Collected data entries:
▼
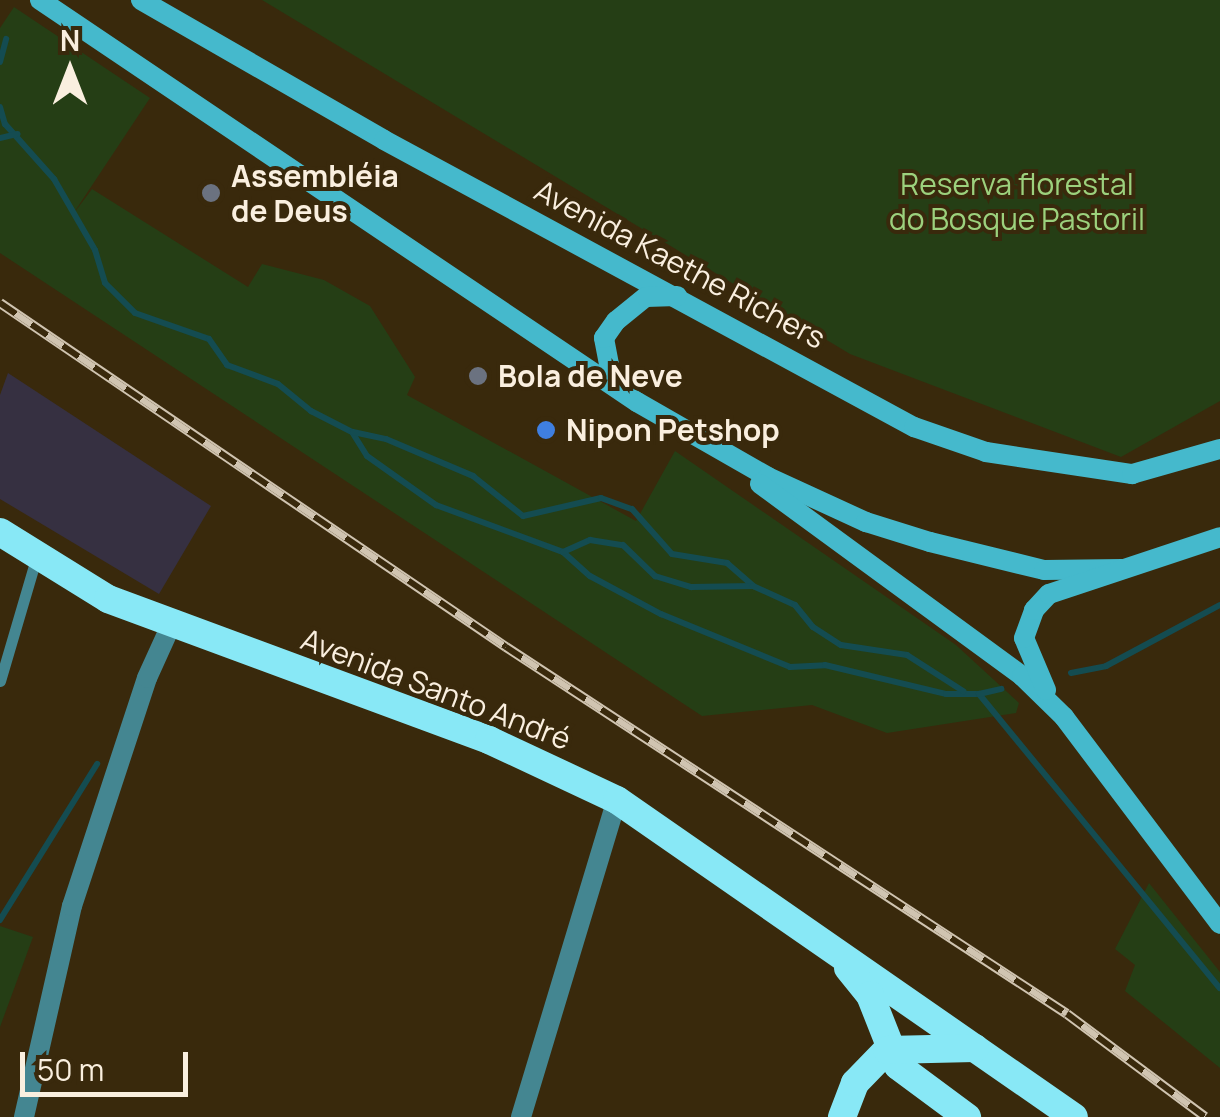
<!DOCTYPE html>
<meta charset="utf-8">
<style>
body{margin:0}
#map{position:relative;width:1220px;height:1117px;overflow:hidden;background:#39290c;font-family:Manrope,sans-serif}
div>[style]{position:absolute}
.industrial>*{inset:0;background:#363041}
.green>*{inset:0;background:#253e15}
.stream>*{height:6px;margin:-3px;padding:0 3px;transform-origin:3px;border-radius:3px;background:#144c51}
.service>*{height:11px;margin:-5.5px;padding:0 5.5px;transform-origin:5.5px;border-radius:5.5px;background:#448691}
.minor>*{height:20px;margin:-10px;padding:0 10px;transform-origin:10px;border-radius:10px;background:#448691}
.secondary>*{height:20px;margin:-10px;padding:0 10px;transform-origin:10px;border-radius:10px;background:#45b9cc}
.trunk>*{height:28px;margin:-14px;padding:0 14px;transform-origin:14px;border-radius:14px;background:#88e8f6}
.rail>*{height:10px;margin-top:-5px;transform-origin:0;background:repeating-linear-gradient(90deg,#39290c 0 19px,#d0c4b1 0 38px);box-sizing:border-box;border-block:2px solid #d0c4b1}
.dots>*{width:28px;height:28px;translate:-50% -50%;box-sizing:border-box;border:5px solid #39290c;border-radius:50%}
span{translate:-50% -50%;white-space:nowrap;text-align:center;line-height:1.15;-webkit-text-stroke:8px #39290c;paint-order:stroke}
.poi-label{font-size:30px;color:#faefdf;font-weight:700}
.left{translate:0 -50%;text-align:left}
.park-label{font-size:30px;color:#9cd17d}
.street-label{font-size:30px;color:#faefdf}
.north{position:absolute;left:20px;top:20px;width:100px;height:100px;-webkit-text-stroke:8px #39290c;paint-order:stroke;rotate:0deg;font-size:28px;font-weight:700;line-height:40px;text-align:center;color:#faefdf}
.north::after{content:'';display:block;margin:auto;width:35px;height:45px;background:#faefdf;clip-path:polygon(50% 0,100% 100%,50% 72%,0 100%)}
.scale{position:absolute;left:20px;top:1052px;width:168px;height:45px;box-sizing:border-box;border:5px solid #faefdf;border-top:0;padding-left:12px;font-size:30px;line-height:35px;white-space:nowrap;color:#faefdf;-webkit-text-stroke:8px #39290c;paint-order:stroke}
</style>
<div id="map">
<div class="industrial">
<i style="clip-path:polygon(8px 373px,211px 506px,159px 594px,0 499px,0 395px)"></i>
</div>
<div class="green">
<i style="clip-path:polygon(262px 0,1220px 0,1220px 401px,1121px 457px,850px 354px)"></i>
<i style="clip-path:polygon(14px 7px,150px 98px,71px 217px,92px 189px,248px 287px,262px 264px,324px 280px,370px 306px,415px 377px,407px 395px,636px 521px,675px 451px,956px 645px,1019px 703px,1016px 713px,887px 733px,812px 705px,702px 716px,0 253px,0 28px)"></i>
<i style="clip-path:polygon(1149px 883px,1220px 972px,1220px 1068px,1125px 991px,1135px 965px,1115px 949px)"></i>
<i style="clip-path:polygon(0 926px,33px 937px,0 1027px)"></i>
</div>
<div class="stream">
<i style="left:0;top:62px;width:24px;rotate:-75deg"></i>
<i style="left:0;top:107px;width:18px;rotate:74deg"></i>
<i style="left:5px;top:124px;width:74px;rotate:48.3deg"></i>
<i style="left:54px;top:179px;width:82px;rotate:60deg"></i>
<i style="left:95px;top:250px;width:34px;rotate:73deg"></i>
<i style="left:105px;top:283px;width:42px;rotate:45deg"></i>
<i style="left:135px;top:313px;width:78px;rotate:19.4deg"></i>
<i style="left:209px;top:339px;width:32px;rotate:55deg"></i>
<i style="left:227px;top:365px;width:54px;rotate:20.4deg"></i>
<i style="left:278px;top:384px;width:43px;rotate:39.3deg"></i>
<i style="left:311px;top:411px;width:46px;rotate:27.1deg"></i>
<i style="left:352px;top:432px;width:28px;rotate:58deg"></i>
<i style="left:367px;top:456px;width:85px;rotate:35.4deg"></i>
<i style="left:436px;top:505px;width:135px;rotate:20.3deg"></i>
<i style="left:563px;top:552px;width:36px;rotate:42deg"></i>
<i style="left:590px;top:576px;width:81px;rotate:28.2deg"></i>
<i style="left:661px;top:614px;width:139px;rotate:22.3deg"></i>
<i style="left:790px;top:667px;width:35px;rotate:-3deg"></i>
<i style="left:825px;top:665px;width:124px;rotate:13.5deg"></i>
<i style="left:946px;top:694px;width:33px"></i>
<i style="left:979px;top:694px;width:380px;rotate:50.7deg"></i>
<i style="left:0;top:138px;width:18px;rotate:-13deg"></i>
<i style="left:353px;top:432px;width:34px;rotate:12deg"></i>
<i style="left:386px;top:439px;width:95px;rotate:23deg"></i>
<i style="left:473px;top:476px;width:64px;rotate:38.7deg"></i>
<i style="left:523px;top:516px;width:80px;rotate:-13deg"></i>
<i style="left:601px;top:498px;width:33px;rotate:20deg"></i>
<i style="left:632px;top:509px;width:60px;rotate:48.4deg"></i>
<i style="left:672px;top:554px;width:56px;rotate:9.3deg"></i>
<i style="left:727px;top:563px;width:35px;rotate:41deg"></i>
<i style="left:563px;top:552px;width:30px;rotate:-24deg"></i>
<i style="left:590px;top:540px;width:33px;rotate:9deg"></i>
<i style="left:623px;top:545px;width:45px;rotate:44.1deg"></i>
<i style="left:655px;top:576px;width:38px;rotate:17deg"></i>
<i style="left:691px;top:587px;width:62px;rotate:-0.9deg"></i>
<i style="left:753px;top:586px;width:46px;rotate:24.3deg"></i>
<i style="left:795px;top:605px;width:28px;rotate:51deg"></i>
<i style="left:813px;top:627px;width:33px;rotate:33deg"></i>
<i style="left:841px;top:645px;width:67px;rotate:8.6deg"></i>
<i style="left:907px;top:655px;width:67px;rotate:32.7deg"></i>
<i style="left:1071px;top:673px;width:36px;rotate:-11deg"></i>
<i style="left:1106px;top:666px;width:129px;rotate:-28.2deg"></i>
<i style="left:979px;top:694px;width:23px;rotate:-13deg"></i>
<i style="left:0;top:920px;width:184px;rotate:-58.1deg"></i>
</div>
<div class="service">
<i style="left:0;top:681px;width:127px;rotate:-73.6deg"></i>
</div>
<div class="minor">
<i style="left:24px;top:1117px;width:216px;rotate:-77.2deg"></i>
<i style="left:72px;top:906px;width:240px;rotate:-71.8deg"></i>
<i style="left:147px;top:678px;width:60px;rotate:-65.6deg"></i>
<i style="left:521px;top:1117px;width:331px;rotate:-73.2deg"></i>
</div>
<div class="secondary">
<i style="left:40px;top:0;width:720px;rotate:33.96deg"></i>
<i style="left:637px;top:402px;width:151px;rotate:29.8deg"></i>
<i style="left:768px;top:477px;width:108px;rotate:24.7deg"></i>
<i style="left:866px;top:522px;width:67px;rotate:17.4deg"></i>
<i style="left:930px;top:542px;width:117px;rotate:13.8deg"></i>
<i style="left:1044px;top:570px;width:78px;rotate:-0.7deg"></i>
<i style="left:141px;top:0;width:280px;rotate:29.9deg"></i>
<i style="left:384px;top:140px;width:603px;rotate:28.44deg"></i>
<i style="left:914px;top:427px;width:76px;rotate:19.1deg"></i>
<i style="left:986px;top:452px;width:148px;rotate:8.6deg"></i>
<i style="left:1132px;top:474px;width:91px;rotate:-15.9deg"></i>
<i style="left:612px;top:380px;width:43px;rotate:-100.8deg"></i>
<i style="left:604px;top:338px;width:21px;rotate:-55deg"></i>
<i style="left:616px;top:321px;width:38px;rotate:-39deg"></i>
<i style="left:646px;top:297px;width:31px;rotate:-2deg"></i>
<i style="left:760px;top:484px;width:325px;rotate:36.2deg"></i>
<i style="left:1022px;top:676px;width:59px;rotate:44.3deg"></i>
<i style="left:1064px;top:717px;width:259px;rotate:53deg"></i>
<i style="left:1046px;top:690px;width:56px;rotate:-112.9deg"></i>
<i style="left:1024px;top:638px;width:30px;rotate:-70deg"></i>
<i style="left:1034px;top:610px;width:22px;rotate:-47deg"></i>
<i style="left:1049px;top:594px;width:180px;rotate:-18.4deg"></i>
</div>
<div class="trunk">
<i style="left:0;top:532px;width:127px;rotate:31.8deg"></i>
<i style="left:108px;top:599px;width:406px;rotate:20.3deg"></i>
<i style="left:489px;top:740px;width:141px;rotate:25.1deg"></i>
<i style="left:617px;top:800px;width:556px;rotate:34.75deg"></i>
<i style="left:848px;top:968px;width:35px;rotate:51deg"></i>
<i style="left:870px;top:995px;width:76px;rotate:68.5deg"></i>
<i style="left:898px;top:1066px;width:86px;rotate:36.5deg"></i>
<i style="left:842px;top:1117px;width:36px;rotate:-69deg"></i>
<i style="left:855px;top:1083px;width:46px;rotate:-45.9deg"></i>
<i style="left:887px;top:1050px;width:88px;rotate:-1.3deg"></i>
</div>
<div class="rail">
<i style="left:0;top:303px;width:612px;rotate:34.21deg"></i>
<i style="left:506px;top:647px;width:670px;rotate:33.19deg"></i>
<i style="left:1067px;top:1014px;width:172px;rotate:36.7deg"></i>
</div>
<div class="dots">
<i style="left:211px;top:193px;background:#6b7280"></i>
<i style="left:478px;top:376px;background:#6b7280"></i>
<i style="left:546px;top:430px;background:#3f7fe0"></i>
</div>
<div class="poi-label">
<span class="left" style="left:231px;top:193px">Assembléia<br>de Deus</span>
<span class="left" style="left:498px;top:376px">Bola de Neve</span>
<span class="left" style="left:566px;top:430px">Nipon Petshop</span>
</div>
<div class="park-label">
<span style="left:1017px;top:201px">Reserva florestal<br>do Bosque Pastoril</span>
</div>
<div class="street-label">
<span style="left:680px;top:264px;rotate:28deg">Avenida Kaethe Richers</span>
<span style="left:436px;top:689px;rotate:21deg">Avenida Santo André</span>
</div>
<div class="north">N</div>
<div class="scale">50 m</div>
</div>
▲
TASK TO COMPLETE:
What must be returned is a bare number, the count of lines in the entries holding the string "stream".

EXERCISE OUTPUT:
2